3

First of all, let me clarify my question is totally unrelated to Is there any benefit to passing all source files at once to a compiler?.

What I'd like to know here is whether my build-times would become faster if i made:

  • a) Many number of calls to the compiler with one single file each

  • b) Few number of calls to the compiler with many files each

  • c) Moderate number of calls to the compiler with a bunch of files each

Why am I asking this? I'm in the middle of creating a ninja generator (similar to the bunch here and I'd like to know what's the best way to create the dependency DAG.

You could claim spawning less subprocesses will be typically faster and less expensive but i'd like to know whether the gains would be worth or not so I can design my tool properly.

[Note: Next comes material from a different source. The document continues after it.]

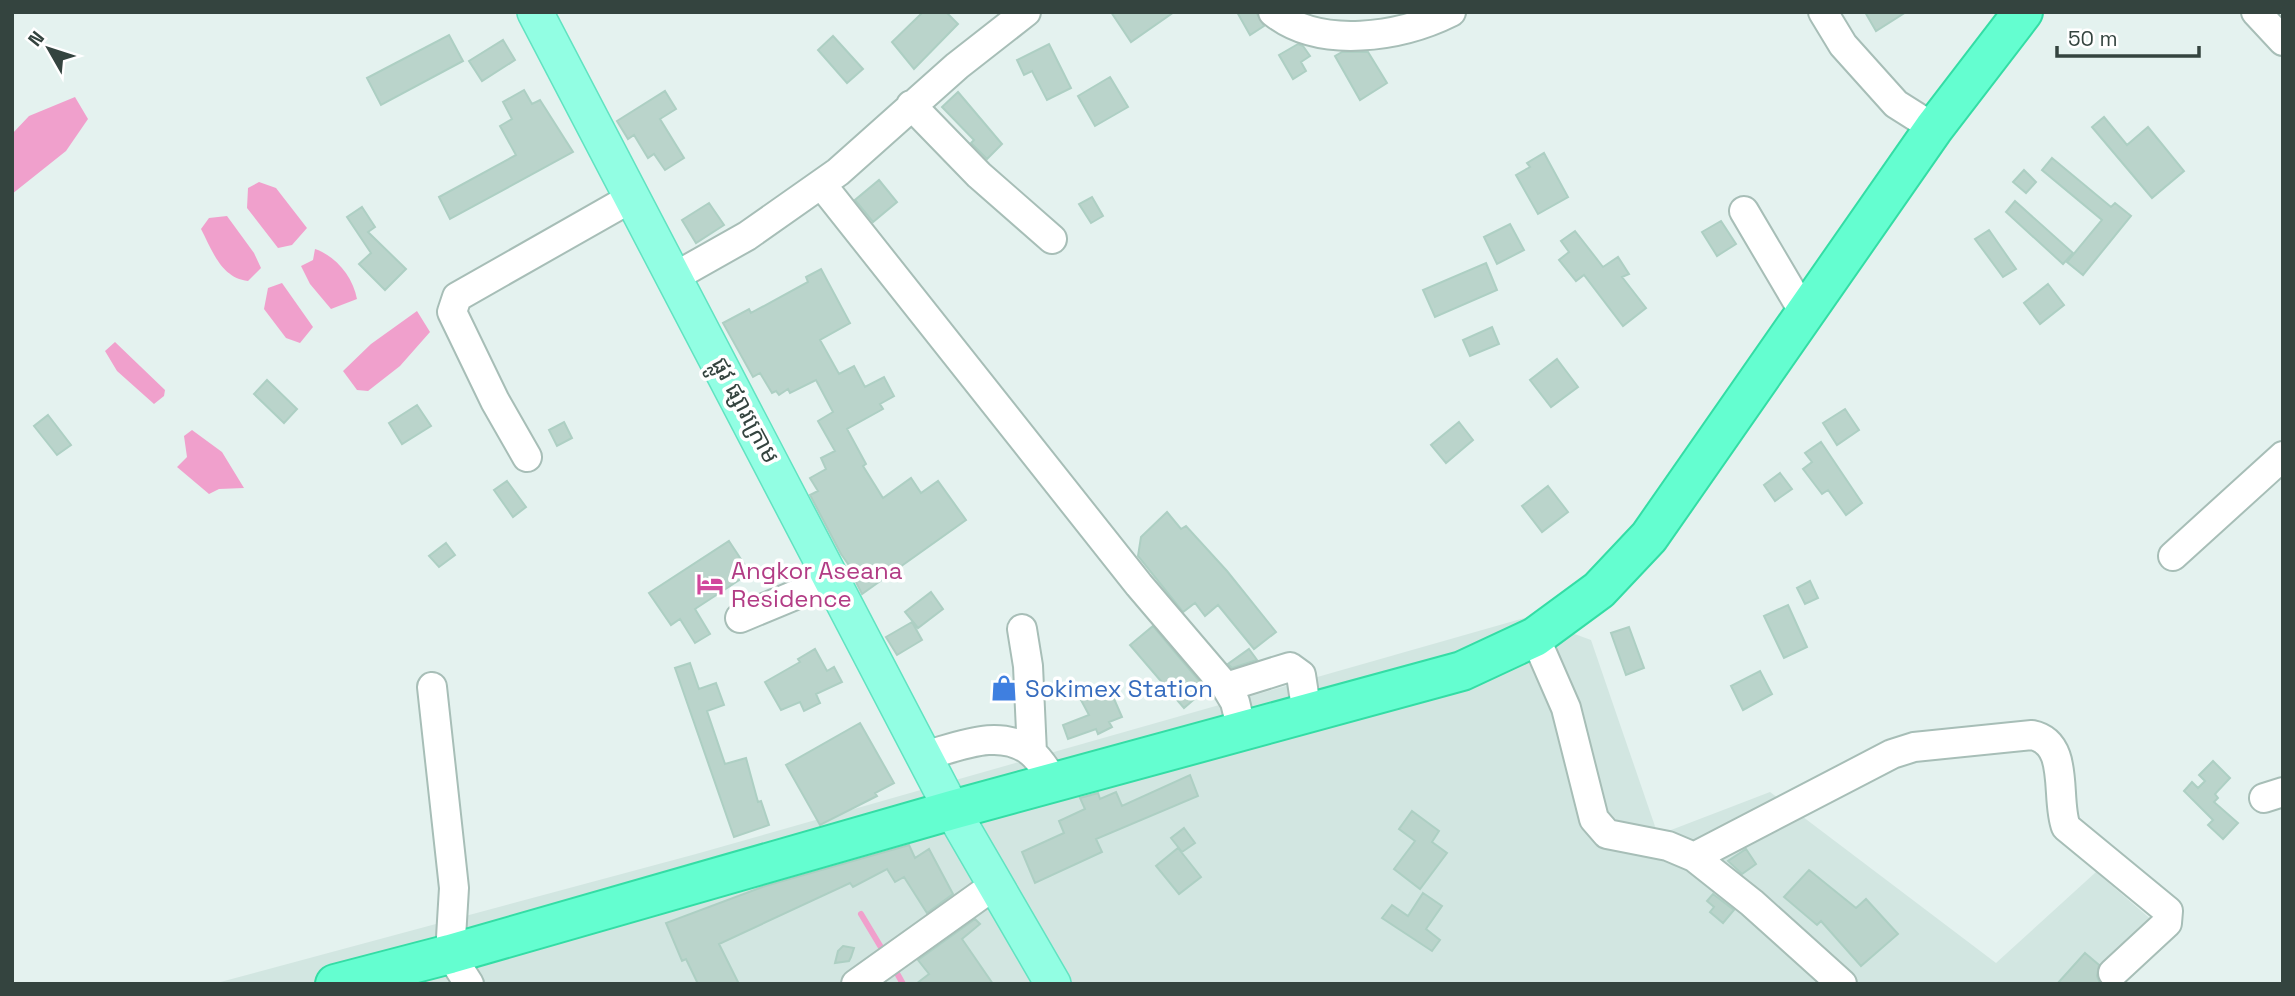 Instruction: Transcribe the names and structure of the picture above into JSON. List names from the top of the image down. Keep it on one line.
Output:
{"streets":{"main road":["ផ្លូវ ផ្សារក្រោម"]},"places":{"hotel":["Angkor Aseana Residence"],"shop":["Sokimex Station"]},"scale_bar":"50 m","north":"top left"}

Just to clarify a little bit further, here's a simple example, as you can see in that build.ninja file there are many build statements with a 1:1 dependency per compiler call, so... could the build times improved by grouping few source files on single build statements?

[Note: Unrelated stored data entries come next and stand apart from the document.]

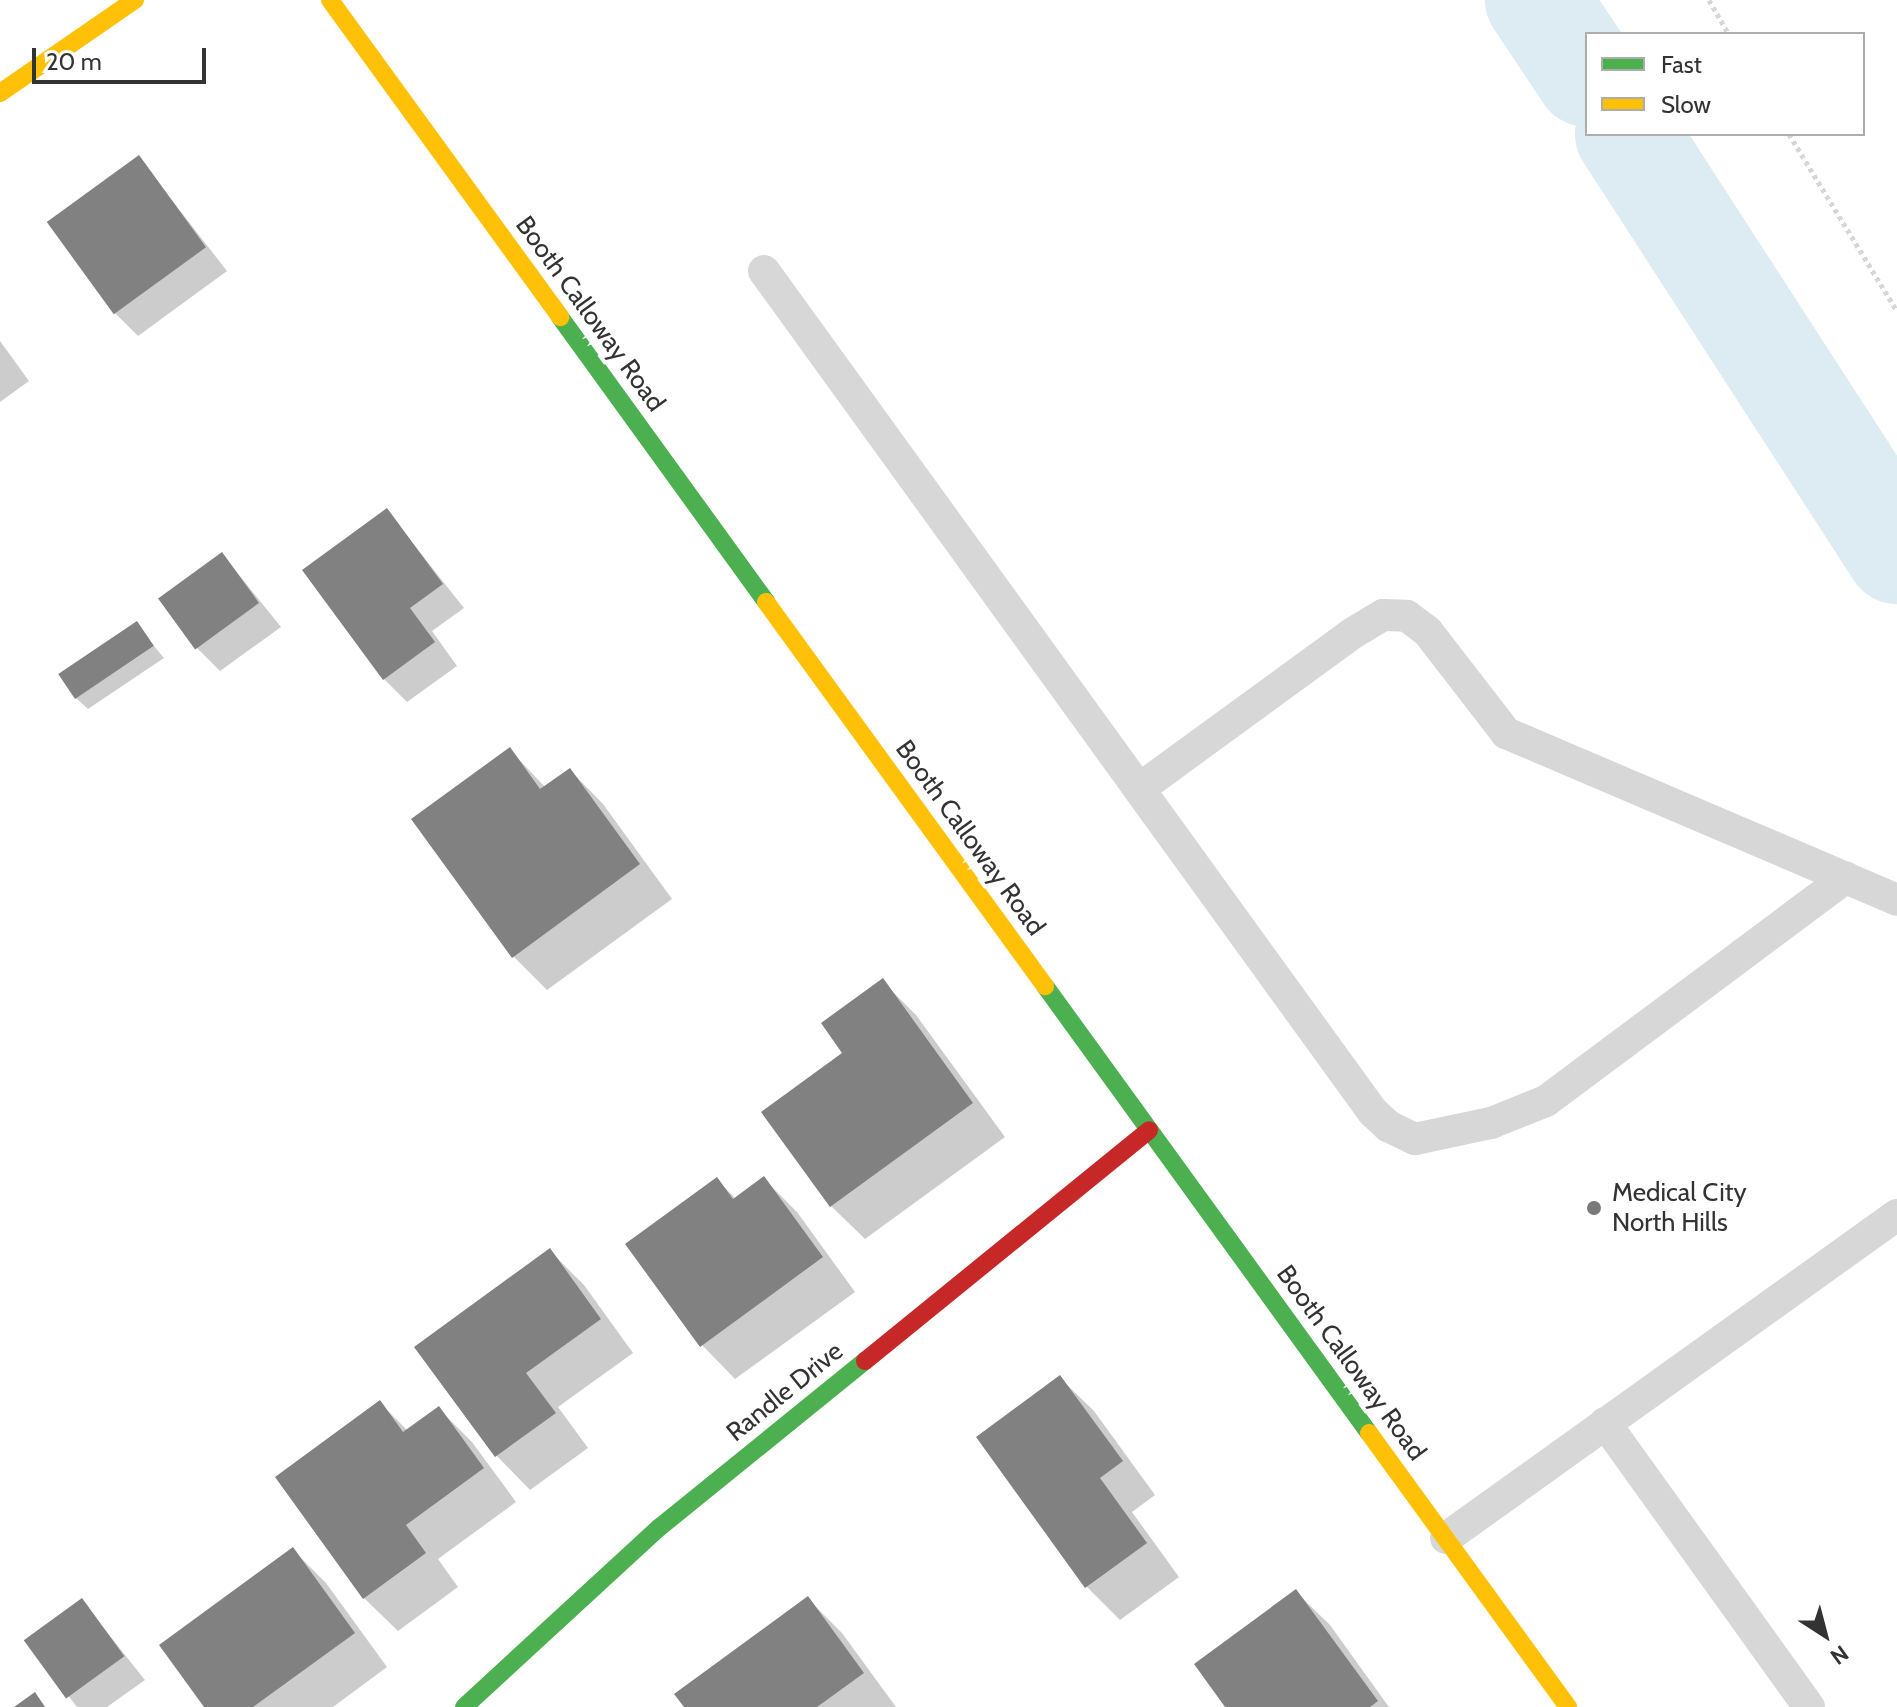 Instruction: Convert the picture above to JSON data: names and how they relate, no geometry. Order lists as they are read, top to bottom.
{
  "streets": {
    "street": ["Booth Calloway Road", "Randle Drive"]
  },
  "crossings": [
    ["Booth Calloway Road", "Randle Drive"]
  ],
  "places": ["Medical City North Hills"],
  "legend": ["Fast", "Slow"],
  "scale_bar": "20 m",
  "north": "bottom right"
}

EDIT: Also, I guess this Why is creating a new process more expensive on Windows than Linux? can provide some insights for the current topic

BPL
  • 9,632
  • 9
  • 59
  • 117
  • What about c) a moderate number of calls to the compiler with a bunch of files each? You don't say anything about your compiler or build hardware. It probably depends on number of cores, amount of RAM, kinds of disks and possibly network speed. – Bo Persson Nov 15 '17 at 14:30
  • @BoPersson Edited the question. As for the configuration I'll be using over here to test will be mostly visual studio cl compiler (vs2015/vs2017). I understand cpu+ram+disk+network are extremely important factors. But let's take those out of the equation, as my question intends to figure out what's the "best" way to produce optimal ninja files. Said otherwise, is there any major difference when picking up a/b/c or it doesn't matter at all? It'd be interesting to know which approach is used by large projects like chromium. That would give me some insights about real-world use-cases – BPL Nov 15 '17 at 15:05
  • 1
    Maybe you can measure it. Record the actual compiler invocations from VS, and with some text editing, you can modify it to simulate the behavior you mention. I've checked a project: 300 files with GCC under linux. The difference between a) and "one call to the compiler with all the files" is a) is 0.2% slower. – geza Nov 20 '17 at 21:14
  • @geza Interesting! are these 300 files from a real world-case scenario project or just some files created procedurally to make the experiment? Did you try cold build in both cases? Anyway, you're right, making a test with some real project editing the compiler output to merge them into "one call to the compiler with all the files" sounds like a good idea. Btw, on windows there is a limitation where you can just use 8kb or 32kb(unicode) as command line arguments, guess on linux there isn't exist that limitation? I'd have to spawn them like batches as i think vs compiler doesn't read from stdin – BPL Nov 20 '17 at 21:22
  • It's a real world project. I tried it with warm disk-caches. But I don't think that there would be a significant difference (at least, for my case). Source code is small. There is some limit in linux too, but I think it's much higher than 8KB. For my case, command line was ~15KB, it had no problems. – geza Nov 20 '17 at 21:35

1 Answers1

2

It depends. (But you knew that was going to be the answer to a "is it faster to ..." question, didn't you?)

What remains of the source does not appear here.